*TASK REQUIREMENTS:* Extract the lines from the first one in the records below through the line containing "0 #828681) drop-shadow(-1px", keeping both ends and leaving out any pictures.
── PROVIDED INFORMATION
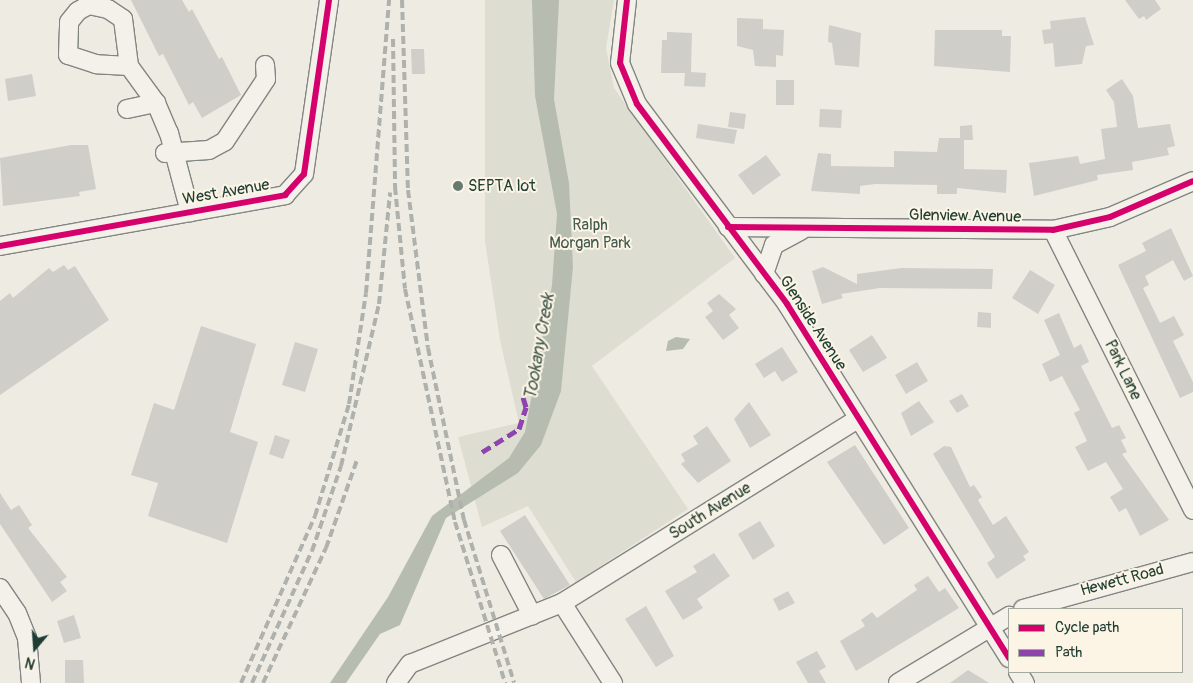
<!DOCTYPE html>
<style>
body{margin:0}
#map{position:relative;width:1193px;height:683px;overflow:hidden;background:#eeebe3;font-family:Pangolin,sans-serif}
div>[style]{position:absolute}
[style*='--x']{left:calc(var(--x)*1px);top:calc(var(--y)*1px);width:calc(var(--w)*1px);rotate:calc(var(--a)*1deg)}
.green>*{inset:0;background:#deddd1}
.water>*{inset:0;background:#b7bcb1}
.building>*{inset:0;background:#cfcec9}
.roads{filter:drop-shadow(1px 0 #828681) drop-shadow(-1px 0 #828681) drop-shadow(0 1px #828681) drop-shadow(0 -1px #828681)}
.minor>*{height:18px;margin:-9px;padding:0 9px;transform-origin:9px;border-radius:9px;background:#f4f1eb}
.rail>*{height:4px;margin-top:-2px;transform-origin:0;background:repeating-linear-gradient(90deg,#afb1ac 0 8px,transparent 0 12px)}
.quiet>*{height:5px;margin-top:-2.5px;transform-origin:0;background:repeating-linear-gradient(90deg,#8e44ad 0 10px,transparent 0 15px)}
.cycleway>*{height:6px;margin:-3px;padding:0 3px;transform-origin:3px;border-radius:3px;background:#d6006c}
.dots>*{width:14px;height:14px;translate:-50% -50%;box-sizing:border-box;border:2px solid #fcf5e5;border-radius:50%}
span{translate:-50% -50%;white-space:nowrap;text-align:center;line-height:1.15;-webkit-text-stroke:4px #fcf5e5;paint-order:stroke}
.poi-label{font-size:16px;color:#1f3d34}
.left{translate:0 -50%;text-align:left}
.street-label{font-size:16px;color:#1f3d34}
.park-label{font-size:16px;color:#425b50}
.water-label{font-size:18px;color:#465d53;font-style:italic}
.legend{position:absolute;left:1008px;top:608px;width:175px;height:65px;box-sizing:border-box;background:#fcf5e5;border:1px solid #a4ab9e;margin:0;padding:6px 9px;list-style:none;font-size:15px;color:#1f3d34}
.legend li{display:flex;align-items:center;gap:10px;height:25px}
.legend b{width:25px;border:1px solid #a4ab9e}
.north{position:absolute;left:10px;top:623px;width:50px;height:50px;-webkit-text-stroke:4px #fcf5e5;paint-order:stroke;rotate:198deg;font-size:14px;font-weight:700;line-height:20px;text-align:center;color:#1f3d34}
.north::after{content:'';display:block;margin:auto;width:18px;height:22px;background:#1f3d34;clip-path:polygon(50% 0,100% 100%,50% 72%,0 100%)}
</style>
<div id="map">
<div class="green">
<div style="clip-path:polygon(485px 0,614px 0,606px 48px,614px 88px,735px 258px,592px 366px,688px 509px,576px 582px,528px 506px,482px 527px,458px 437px,519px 423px,500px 340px,485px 241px)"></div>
</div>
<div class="water">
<div style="clip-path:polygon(532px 0,559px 0,554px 99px,569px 183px,573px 267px,561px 391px,541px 445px,518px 473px,446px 518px,400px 625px,380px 634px,346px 683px,330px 683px,388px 597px,432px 516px,509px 458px,525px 432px,552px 285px,557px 214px,535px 96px)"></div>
<div style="clip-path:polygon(676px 337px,690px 339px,683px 349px,666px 351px,668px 341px)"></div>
</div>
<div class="building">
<div style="clip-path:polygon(131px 0,182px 0,189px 12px,192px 9px,219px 59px,222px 57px,241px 95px,202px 118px,193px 102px,189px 105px,163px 54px,159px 56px)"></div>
<div style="clip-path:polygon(1125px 0,1155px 0,1161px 9px,1146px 20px,1144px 16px,1139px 19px)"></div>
<div style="clip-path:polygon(1085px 17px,1094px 45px,1086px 46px,1082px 64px,1055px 67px,1053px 43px,1044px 44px,1042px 30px,1051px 29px,1050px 21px)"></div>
<div style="clip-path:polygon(737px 18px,763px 19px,763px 29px,784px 30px,783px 56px,776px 55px,776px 67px,755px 66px,753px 50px,737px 46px)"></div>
<div style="clip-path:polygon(829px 25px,861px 33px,859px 67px,835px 65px,832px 43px,828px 42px)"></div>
<div style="clip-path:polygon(935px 30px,1002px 30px,1002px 36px,1011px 36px,1010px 72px,934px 66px)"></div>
<div style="clip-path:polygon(667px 32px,692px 33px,691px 72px,706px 73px,705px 87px,684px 86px,685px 73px,661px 73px,662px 40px,667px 40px)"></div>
<div style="clip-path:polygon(411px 49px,424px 49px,425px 74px,412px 74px)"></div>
<div style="clip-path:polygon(32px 74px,36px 96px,8px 101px,5px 79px)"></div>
<div style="clip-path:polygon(1122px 79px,1133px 96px,1138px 128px,1170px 124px,1175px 146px,1167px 148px,1169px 155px,1132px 162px,1133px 170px,1097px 175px,1098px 180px,1034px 196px,1029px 163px,1078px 156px,1080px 164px,1105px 159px,1101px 129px,1117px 127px,1114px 102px,1106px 90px)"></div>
<div style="clip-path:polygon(776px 80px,794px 80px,794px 105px,776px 105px)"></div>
<div style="clip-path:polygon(820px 109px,842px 110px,841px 128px,819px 127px)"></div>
<div style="clip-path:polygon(730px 112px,746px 114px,744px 129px,728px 127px)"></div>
<div style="clip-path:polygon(698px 124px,737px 130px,734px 144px,696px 138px)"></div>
<div style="clip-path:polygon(972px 125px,973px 140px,964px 140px,964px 169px,1007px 170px,1006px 193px,957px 188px,957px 194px,937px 194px,937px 185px,875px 184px,860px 186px,860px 194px,811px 191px,818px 153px,831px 154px,831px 166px,894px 167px,894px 151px,937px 152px,939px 138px,960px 138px,960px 126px)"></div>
<div style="clip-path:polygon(71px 145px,88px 145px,96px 189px,79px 192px,80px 196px,3px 206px,0 158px)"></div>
<div style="clip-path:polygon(766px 155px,781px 175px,753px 195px,738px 175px)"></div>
<div style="clip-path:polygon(1171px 228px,1193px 276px,1184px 281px,1173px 260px,1145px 276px,1149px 285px,1143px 288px,1160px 323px,1174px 316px,1184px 335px,1173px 341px,1193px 382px,1193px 392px,1180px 398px,1118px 265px,1146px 251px,1142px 243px)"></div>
<div style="clip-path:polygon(64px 265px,68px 270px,75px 266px,109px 320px,0 395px,0 301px,10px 293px,13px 298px,49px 268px,53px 272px)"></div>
<div style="clip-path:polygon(823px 267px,857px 284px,857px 274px,901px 268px,993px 269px,992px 289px,880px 288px,841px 294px,843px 298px,822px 304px,812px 271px)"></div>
<div style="clip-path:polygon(1030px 270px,1055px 285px,1038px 314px,1012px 298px)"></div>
<div style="clip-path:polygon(719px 294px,736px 309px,729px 315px,739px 328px,723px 340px,705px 317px,713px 311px,707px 303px)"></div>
<div style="clip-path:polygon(978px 312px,991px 313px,991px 328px,977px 327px)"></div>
<div style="clip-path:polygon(1059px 313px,1074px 348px,1081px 344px,1089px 362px,1081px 366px,1112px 428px,1119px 425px,1126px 438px,1121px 440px,1127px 452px,1122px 454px,1169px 520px,1140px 536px,1126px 508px,1119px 512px,1110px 497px,1123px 489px,1106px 462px,1088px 471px,1075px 447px,1087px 441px,1074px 413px,1080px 410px,1062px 376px,1050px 382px,1042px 364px,1060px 355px,1044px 320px)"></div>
<div style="clip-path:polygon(201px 326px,256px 344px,230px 432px,258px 442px,227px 543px,148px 516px,158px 483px,131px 475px,154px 403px,174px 410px)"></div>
<div style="clip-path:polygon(872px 335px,887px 358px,863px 372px,849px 350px)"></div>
<div style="clip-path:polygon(295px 342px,318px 349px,305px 392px,282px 385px)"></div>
<div style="clip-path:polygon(782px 347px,798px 372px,782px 382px,775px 371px,764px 378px,755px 364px)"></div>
<div style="clip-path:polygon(917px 362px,928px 381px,906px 394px,895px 375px)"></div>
<div style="clip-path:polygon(962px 394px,969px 406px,957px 413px,949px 401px)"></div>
<div style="clip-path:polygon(919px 401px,934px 422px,911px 436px,901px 413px)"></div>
<div style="clip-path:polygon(749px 402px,771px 435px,750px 448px,734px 419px)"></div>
<div style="clip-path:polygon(707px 426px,731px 461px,698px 483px,681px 464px,685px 461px,681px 454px,698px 444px,693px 436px)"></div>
<div style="clip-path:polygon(275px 435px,290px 440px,283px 459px,269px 454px)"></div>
<div style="clip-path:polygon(855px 445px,909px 528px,884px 545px,827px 462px)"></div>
<div style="clip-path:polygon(944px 446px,951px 447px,970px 487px,974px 485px,982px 497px,978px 500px,993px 525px,1006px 516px,1029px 552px,1023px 556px,1026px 560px,997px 579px,987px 563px,995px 557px,933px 454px)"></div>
<div style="clip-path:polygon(0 493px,11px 510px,19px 505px,32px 525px,28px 528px,67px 577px,60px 582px,67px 591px,52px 602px,0 524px)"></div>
<div style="clip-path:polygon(525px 515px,570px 585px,544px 599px,500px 531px)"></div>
<div style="clip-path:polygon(760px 521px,775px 546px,753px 560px,738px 534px)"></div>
<div style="clip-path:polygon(714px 553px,730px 576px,697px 599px,703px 608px,683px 620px,665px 591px,697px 572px,693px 566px)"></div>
<div style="clip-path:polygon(928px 576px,939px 592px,945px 588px,959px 608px,856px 671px,840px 641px,865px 626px,861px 620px,872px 612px,877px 618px,917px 590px,914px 585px)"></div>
<div style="clip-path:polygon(788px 591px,795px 603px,779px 611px,773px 599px)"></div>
<div style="clip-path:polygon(646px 606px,674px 656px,656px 667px,625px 619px)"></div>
<div style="clip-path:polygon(74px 615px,81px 638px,64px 643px,57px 621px)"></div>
<div style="clip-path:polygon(817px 651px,826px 667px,819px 671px,826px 683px,808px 683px,796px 662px)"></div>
<div style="clip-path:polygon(65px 660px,83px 660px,84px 683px,65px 683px)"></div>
<div style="clip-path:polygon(968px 670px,989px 683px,950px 683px)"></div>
</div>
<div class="roads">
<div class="minor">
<div style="--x:627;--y:0;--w:63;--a:96.3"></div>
<div style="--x:620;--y:63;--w:44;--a:67.5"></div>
<div style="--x:637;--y:104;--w:250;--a:53.1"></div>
<div style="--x:787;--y:304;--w:418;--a:57.9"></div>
<div style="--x:129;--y:66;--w:33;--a:-177"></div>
<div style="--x:96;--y:64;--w:29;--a:-162"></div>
<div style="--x:68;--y:55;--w:33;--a:-88"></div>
<div style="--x:69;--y:22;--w:14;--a:-51"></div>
<div style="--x:78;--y:11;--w:13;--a:-29"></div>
<div style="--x:89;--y:5;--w:19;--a:12"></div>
<div style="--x:108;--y:9;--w:18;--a:34"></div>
<div style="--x:123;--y:19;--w:47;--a:82.7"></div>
<div style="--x:129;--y:66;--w:46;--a:53.9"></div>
<div style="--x:156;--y:103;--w:33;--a:67"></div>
<div style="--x:169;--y:133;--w:82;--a:75.1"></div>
<div style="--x:127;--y:109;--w:30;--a:-12"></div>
<div style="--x:165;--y:153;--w:44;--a:-3.9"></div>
<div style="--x:209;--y:150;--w:18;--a:-29"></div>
<div style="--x:225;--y:141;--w:74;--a:-56.5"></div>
<div style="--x:266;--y:79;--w:14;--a:-94"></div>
<div style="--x:728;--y:227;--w:325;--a:0.5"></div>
<div style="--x:1053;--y:230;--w:58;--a:-12.8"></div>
<div style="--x:1110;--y:217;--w:90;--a:-23.4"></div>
<div style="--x:1053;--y:230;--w:313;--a:63.4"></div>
<div style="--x:0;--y:246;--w:290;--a:-10.1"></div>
<div style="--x:285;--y:195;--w:28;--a:-48"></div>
<div style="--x:304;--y:174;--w:176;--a:-81.8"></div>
<div style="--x:764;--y:274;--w:31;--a:-71"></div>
<div style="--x:774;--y:245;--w:30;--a:-28"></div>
<div style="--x:501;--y:555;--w:68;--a:62.7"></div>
<div style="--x:0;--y:588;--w:30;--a:56"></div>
<div style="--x:17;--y:613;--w:27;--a:68"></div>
<div style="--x:27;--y:638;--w:45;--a:84.9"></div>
<div style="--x:562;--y:603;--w:95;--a:57.5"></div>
<div style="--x:1023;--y:609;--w:176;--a:-15.5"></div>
<div style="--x:1018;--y:672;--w:13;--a:58"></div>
<div style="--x:396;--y:683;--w:24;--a:-54"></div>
<div style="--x:410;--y:664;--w:164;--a:-21.9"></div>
<div style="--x:562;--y:603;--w:349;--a:-31.9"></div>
<div style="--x:898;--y:683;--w:130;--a:-31.1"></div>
</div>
</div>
<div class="rail">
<div style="--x:402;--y:0;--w:190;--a:88.2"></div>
<div style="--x:408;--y:190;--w:159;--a:82.8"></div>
<div style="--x:428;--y:348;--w:176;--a:78.2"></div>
<div style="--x:464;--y:520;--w:170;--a:72.9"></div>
<div style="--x:393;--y:39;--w:148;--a:89.2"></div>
<div style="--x:395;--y:187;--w:102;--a:84.4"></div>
<div style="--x:405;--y:289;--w:238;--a:77.9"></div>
<div style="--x:455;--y:522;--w:169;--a:72.7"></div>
<div style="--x:241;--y:683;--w:183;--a:-66.1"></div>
<div style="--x:315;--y:516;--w:117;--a:-73.1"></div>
<div style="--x:349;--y:404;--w:112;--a:-81.3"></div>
<div style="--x:366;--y:293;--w:294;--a:-85.5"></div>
<div style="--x:252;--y:683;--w:145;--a:-65.6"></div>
<div style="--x:312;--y:551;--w:90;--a:-71.2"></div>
<div style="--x:341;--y:466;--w:166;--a:-76.8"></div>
<div style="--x:379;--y:304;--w:112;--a:-84.3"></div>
<div style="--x:263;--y:683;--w:149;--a:-65"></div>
<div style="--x:326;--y:548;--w:93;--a:-70.6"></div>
</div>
<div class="quiet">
<div style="--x:482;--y:452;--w:44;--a:-31.9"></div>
<div style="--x:519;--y:429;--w:23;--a:-72"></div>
<div style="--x:526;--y:407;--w:14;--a:-107"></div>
</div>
<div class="cycleway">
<div style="--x:627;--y:0;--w:63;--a:96.3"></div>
<div style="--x:620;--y:63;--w:44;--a:67.5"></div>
<div style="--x:637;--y:104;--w:250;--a:53.1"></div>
<div style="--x:787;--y:304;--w:418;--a:57.9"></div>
<div style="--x:728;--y:227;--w:325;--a:0.5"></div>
<div style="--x:1053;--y:230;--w:58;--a:-12.8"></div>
<div style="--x:1110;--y:217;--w:90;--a:-23.4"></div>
<div style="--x:0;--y:246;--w:290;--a:-10.1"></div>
<div style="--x:285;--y:195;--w:28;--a:-48"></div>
<div style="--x:304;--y:174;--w:176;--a:-81.8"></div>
</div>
<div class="dots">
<div style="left:458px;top:186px;background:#677a71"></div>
</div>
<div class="poi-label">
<span class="left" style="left:468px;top:186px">SEPTA lot</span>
</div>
<div class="street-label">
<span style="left:226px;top:192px;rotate:-10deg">West Avenue</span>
<span style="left:965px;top:216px;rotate:1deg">Glenview Avenue</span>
<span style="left:813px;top:323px;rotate:57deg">Glenside Avenue</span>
<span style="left:1123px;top:370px;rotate:64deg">Park Lane</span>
<span style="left:710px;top:511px;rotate:-32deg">South Avenue</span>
<span style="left:1122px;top:580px;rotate:-15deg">Hewett Road</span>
</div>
<div class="park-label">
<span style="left:590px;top:234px">Ralph<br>Morgan Park</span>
</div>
<div class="water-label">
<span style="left:540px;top:347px;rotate:-80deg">Tookany Creek</span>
</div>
<ul class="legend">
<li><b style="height:6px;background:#d6006c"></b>Cycle path</li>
<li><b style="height:6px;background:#8e44ad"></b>Path</li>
</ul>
<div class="north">N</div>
</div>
────
*RESULT:*
<!DOCTYPE html>
<style>
body{margin:0}
#map{position:relative;width:1193px;height:683px;overflow:hidden;background:#eeebe3;font-family:Pangolin,sans-serif}
div>[style]{position:absolute}
[style*='--x']{left:calc(var(--x)*1px);top:calc(var(--y)*1px);width:calc(var(--w)*1px);rotate:calc(var(--a)*1deg)}
.green>*{inset:0;background:#deddd1}
.water>*{inset:0;background:#b7bcb1}
.building>*{inset:0;background:#cfcec9}
.roads{filter:drop-shadow(1px 0 #828681) drop-shadow(-1px 0 #828681) drop-shadow(0 1px #828681) drop-shadow(0 -1px #828681)}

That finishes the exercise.